# CoV-RAG
our paper: Retrieving, Rethinking and Revising: The Chain-of-Verification Can Improve Retrieval Augmented Generation (CoV-RAG)
## Table of Contents
- [Training](#training)
- [Inference](#inference)
- [Evaluation](#evaluation)
# Updates
- 2024.01: Initial release

## Training
This section describes how to train the model.
### Prerequisites
List any requirements that must be met before running the training scripts, such as installed libraries, specific hardware requirements, etc.
### Training Steps
#### 1. Data Processing
Use the `trans_to_vicuna_format.py` script to convert raw data into a format suitable for training, raw data in ./data.
```bash
python train/data_processing.py --input_file ./data/ --output_file ./data/train.jsonl
```
#### 2. Start Training
Run the `train.sh` script to begin the training process.
```bash
sh train.sh
```
## Inference
This section explains how to deploy the model and perform inference.
### Model Service Deployment
- Controller Startup
We use FASTCHAT
First, use the `start_controller.sh` script to start the controller.
```bash
sh start_controller.sh
```
- Worker Startup

After starting the controller, use the start_worker.sh script to start the worker.
```bash
sh start_worker.sh
```
### Inference Process
The inference includes the following stages:
- **Retriever**: Use the `retrieve.sh` script for the initial retrieval.
```bash
sh retrieve.sh
```
- **Generator**: Based on the retrieval results, run `generator.sh` to generate answers.
```bash
sh generator.sh
```
- **Verifier**: Use the `verification.sh` script to verify the generated answers, and repeat the retrieval if necessary.
```bash
sh verification.sh
```
After verification, restart the retrieval process if needed.

## Evaluation
This section describes how to use the evaluation script to assess the performance of the model.
Running the Evaluation Script
Use the `evaluate.sh` script for model evaluation.
```bash
sh evaluate.sh
```
## FAQ
sample!
### Q1: The retrieve.sh script is taking too long to execute. Is this normal?

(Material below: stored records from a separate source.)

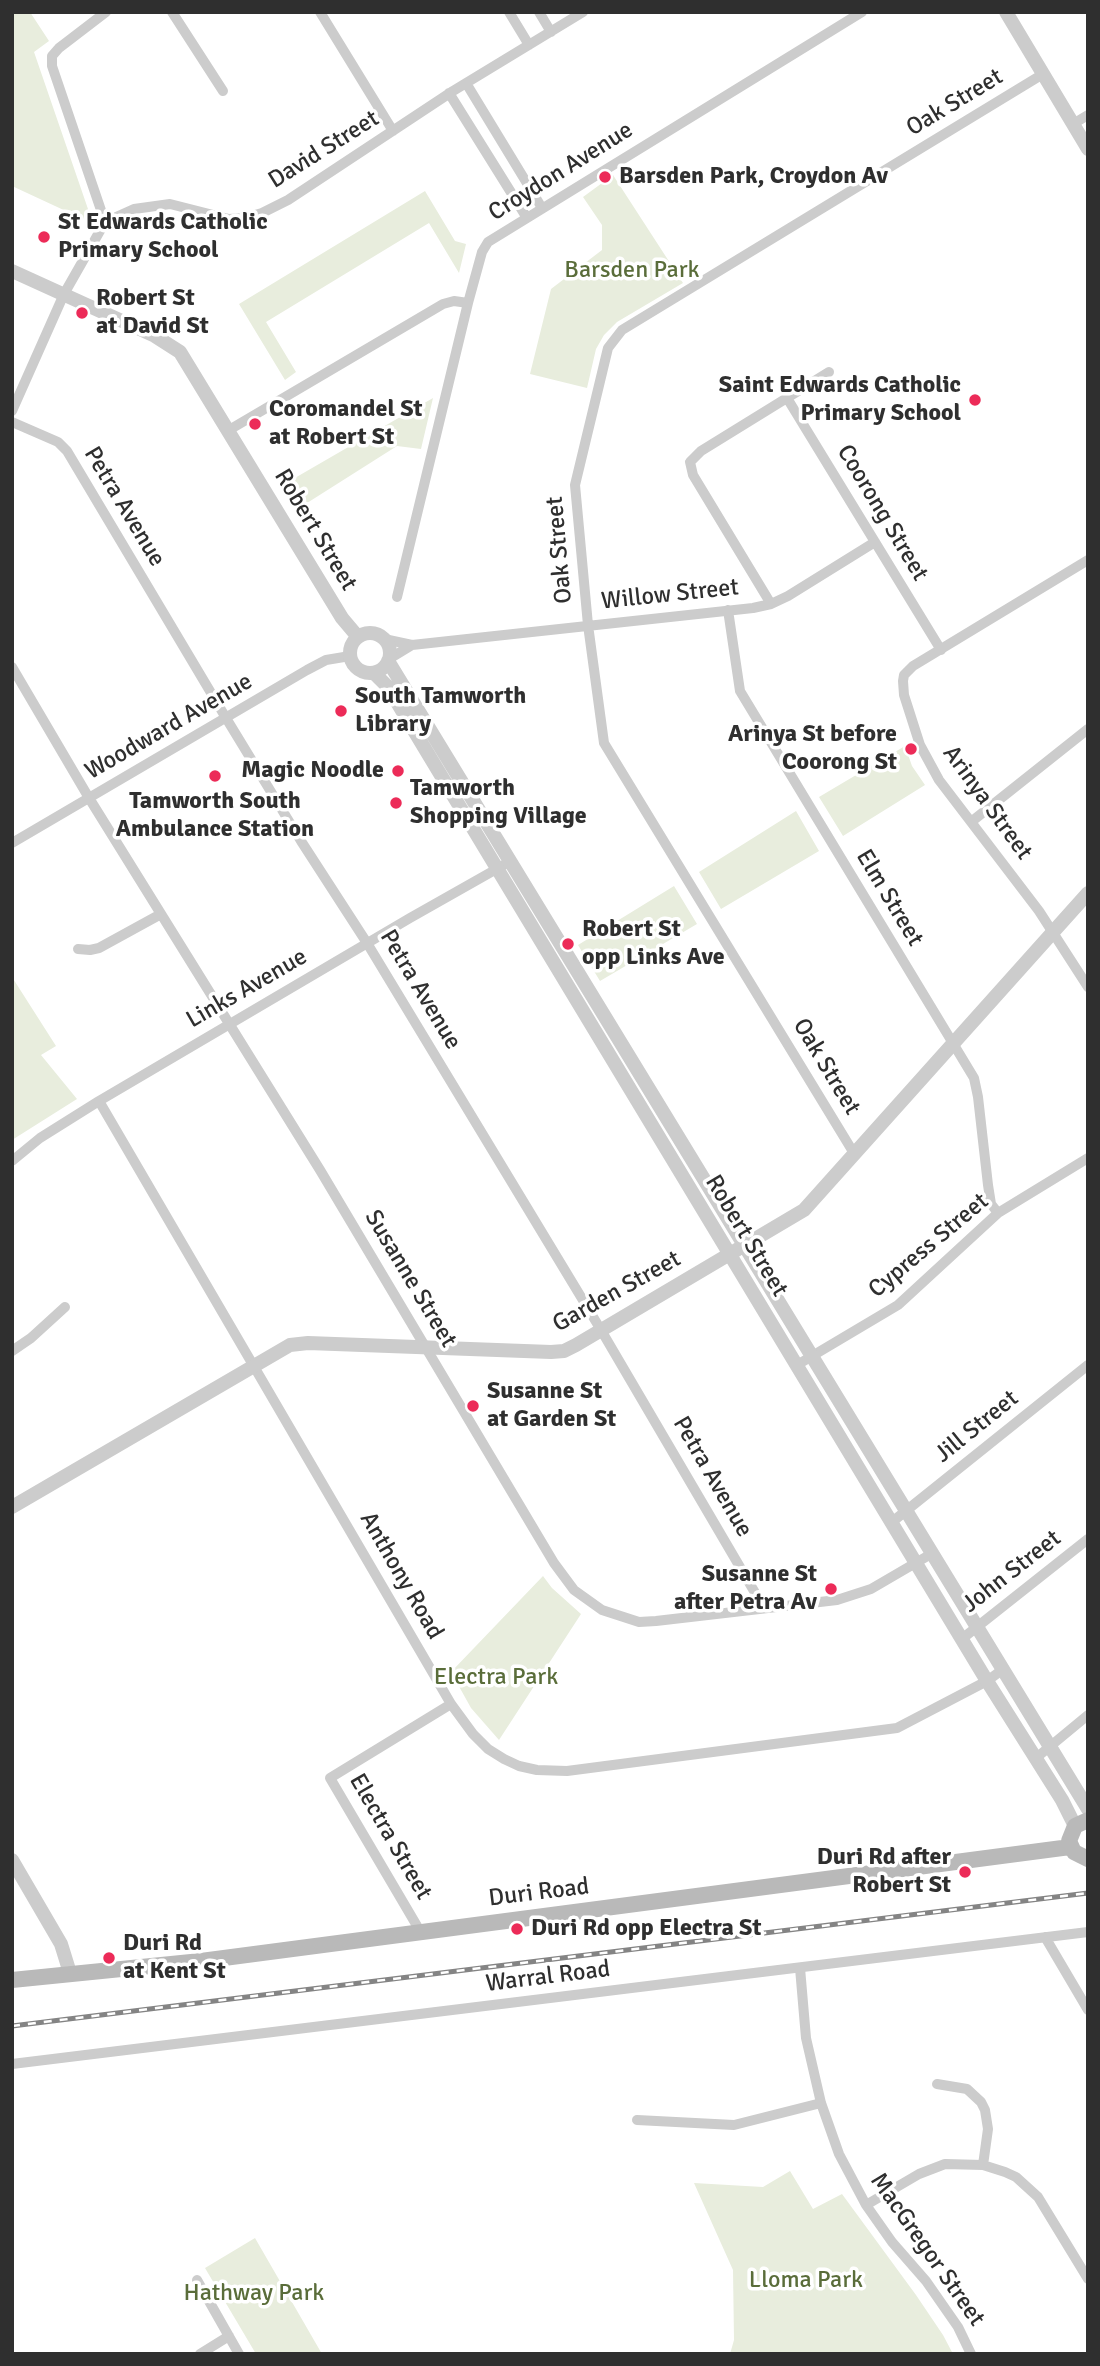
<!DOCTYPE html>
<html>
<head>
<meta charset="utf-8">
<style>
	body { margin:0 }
	#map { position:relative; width:1100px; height:2366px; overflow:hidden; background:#fff; font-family:Signika,sans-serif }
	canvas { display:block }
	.frame { position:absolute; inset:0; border:14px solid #2f2f2f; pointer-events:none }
</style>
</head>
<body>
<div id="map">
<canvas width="1100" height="2366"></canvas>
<div class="frame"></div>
</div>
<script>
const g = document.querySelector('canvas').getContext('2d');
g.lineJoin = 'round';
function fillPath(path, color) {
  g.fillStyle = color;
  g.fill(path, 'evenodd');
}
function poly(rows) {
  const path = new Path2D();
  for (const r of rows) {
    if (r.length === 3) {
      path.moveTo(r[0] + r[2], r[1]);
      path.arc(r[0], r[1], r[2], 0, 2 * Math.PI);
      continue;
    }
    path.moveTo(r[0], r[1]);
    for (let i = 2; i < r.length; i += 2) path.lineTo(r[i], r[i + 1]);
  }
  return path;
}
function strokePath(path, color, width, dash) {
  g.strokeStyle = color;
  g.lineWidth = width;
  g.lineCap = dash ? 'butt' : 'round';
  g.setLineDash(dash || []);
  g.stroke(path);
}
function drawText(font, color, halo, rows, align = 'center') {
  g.font = font + ' Signika,sans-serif';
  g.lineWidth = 7;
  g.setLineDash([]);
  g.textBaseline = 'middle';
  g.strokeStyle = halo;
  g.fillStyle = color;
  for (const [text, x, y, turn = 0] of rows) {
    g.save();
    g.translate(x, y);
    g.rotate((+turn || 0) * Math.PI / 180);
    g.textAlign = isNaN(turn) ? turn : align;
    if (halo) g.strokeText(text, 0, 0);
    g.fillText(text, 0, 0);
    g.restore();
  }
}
fillPath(poly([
	[12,12,30,12,49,41,34,52,88,209,83,219,12,186],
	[613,175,683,283,617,322,604,335,596,349,587,388,530,374,551,289,602,250,602,225,583,197],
	[425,191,455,241,466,244,459,273,429,223,266,322,296,372,285,380,239,304],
	[433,398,421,449,397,446,296,510,281,486],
	[905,746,912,766,925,785,843,836,819,797],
	[796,811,819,851,721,909,699,872],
	[674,886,697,924,600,981,578,945],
	[12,977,56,1046,41,1055,77,1099,12,1140],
	[543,1576,552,1588,581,1614,499,1740,471,1708,451,1672],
	[790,2171,813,2209,842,2194,916,2295,943,2335,953,2354,730,2354,734,2340,733,2270,694,2183,763,2187],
	[255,2238,322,2354,256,2354,205,2268]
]), '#e8eddd');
strokePath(poly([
	[172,12,223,91],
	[320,12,393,131],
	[509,12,529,45],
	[539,12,551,32],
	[466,83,542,208],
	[449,93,527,218],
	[1073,124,1088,115],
	[105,222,52,66,52,56,59,48,106,12],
	[787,398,941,650],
	[12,411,64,294,105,222,134,209,170,204,229,219,244,218,262,213,288,200,453,91,583,12],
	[12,422,58,442,67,451,226,718,301,841,367,943,601,1330,764,1608],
	[229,430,443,304,454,301,468,303],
	[1088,560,913,666,904,675,903,681,904,695,920,745,939,780,1039,911,1088,987],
	[397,597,468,303,482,252,488,242,862,12],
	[771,604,693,475,690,462,701,451,829,372],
	[728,610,740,691,974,1078,978,1097,988,1185,991,1204,998,1213],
	[384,639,412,645,753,608,771,604,788,596,875,542],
	[389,659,412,645],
	[12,667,89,798,320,1170,554,1563,574,1590,602,1610,639,1622,656,1621,837,1600,871,1589,931,1554],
	[971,822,1088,729],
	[12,843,307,670,326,660,350,656],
	[78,949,90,950,99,948,161,914],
	[99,1101,451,1704,473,1734,488,1749,504,1759,519,1766,537,1770,567,1771,897,1728,987,1681,1002,1670],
	[855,1155,604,743,588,625,575,485,608,348,622,330,1043,74],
	[12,1161,40,1138,99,1101,410,918,509,862],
	[12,1351,31,1338,65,1307],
	[797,1365,898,1305,998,1213,1088,1158],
	[892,1522,1088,1365],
	[963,1638,1088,1539],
	[1036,1758,1088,1715],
	[420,1931,330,1778,451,1704],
	[1045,1937,1088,2010],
	[800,1968,806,2038,821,2103,839,2154,866,2205,892,2242,926,2281,958,2327,971,2354],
	[12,2064,1088,1932],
	[937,2084,967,2089,981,2102,985,2110,988,2129,983,2165],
	[637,2120,734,2125,821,2103],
	[866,2205,919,2174,945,2164,983,2165,1005,2172,1016,2177,1038,2197,1088,2279],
	[197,2280,239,2354],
	[200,2354,229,2336]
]), '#ccc', 10);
strokePath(poly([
	[1006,12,1088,149],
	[12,271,155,336,180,352,342,618,358,637],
	[370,653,20],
	[388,661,1088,1809],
	[374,673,388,687,407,719,987,1681,1062,1800,1075,1826],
	[12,1507,290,1345,308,1343,551,1352,564,1351,576,1345,804,1210,1088,893],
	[12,1860,61,1944,70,1973]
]), '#ccc', 14);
strokePath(poly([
	[1088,1820,1075,1826,1069,1841,1074,1852,1088,1859],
	[12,1980,201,1961,1070,1847]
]), '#b9b9b9', 16);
const rail = poly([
	[12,2026,1088,1893]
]);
strokePath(rail, '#848484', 5);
strokePath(rail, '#fff', 2.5, [8]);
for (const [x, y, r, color] of [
	[605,177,7,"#ec2b58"],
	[44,237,7,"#ec2b58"],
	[82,313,7,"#ec2b58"],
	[975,400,7,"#ec2b58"],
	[255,424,7,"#ec2b58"],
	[341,711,7,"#ec2b58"],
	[911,749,7,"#ec2b58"],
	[398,771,7,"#ec2b58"],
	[215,776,7,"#ec2b58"],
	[396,803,7,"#ec2b58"],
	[568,944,7,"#ec2b58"],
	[473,1406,7,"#ec2b58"],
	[831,1589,7,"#ec2b58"],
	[965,1872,7,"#ec2b58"],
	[517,1929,7,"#ec2b58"],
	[109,1958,7,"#ec2b58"]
]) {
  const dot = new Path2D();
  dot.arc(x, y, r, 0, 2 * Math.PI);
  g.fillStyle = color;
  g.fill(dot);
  strokePath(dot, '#fff', 2.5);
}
drawText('24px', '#2f2f2f', '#fff', [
	["Oak Street",955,103,-31],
	["David Street",324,150,-32],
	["Croydon Avenue",561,172,-32],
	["Petra Avenue",124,507,59],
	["Coorong Street",882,513,59],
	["Robert Street",315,530,59],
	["Oak Street",560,550,-95],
	["Willow Street",670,595,-6],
	["Woodward Avenue",169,727,-30],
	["Arinya Street",987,803,54],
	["Elm Street",889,898,59],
	["Links Avenue",247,989,-30],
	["Petra Avenue",420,990,59],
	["Oak Street",826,1067,59],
	["Robert Street",746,1236,59],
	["Cypress Street",929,1246,-40],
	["Susanne Street",410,1279,59],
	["Garden Street",617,1292,-29],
	["Jill Street",977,1427,-39],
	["Petra Avenue",712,1477,60],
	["John Street",1012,1572,-38],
	["Anthony Road",401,1576,60],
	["Electra Street",390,1837,60],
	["Duri Road",539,1893,-7],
	["Warral Road",548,1977,-7],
	["MacGregor Street",927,2250,55]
]);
drawText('bold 24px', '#2f2f2f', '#fff', [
	["Barsden Park, Croydon Av",619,177],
	["St Edwards Catholic",58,223],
	["Primary School",58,251],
	["Robert St",96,299],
	["at David St",96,327],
	["Saint Edwards Catholic",961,386,"right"],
	["Primary School",961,414,"right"],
	["Coromandel St",269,410],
	["at Robert St",269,438],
	["South Tamworth",355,697],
	["Library",355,725],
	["Arinya St before",897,735,"right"],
	["Coorong St",897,763,"right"],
	["Magic Noodle",384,771,"right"],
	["Tamworth",410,789],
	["Shopping Village",410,817],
	["Tamworth South",215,802,"center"],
	["Ambulance Station",215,830,"center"],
	["Robert St",582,930],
	["opp Links Ave",582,958],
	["Susanne St",487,1392],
	["at Garden St",487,1420],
	["Susanne St",817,1575,"right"],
	["after Petra Av",817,1603,"right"],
	["Duri Rd after",951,1858,"right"],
	["Robert St",951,1886,"right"],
	["Duri Rd opp Electra St",531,1929],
	["Duri Rd",123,1944],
	["at Kent St",123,1972]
], 'left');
drawText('24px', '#5a6d3a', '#fff', [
	["Barsden Park",632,271],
	["Electra Park",496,1678],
	["Lloma Park",806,2281],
	["Hathway Park",254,2294]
]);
</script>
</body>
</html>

**A:** The execution time for `retrieve.sh` can vary based on the size of the query set and system performance. If it's taking exceptionally long, consider checking system resource usage and ensure that your machine meets the recommended hardware specifications.
### Q2: What is the expected format for the input data?

**A:** The expected format for the input data depends on the specifics of your model and scripts. Generally, it's a structured format like CSV, JSON, or a specific format required by your model. Refer to the `trans_to_vicuna_format.py` script documentation for more details.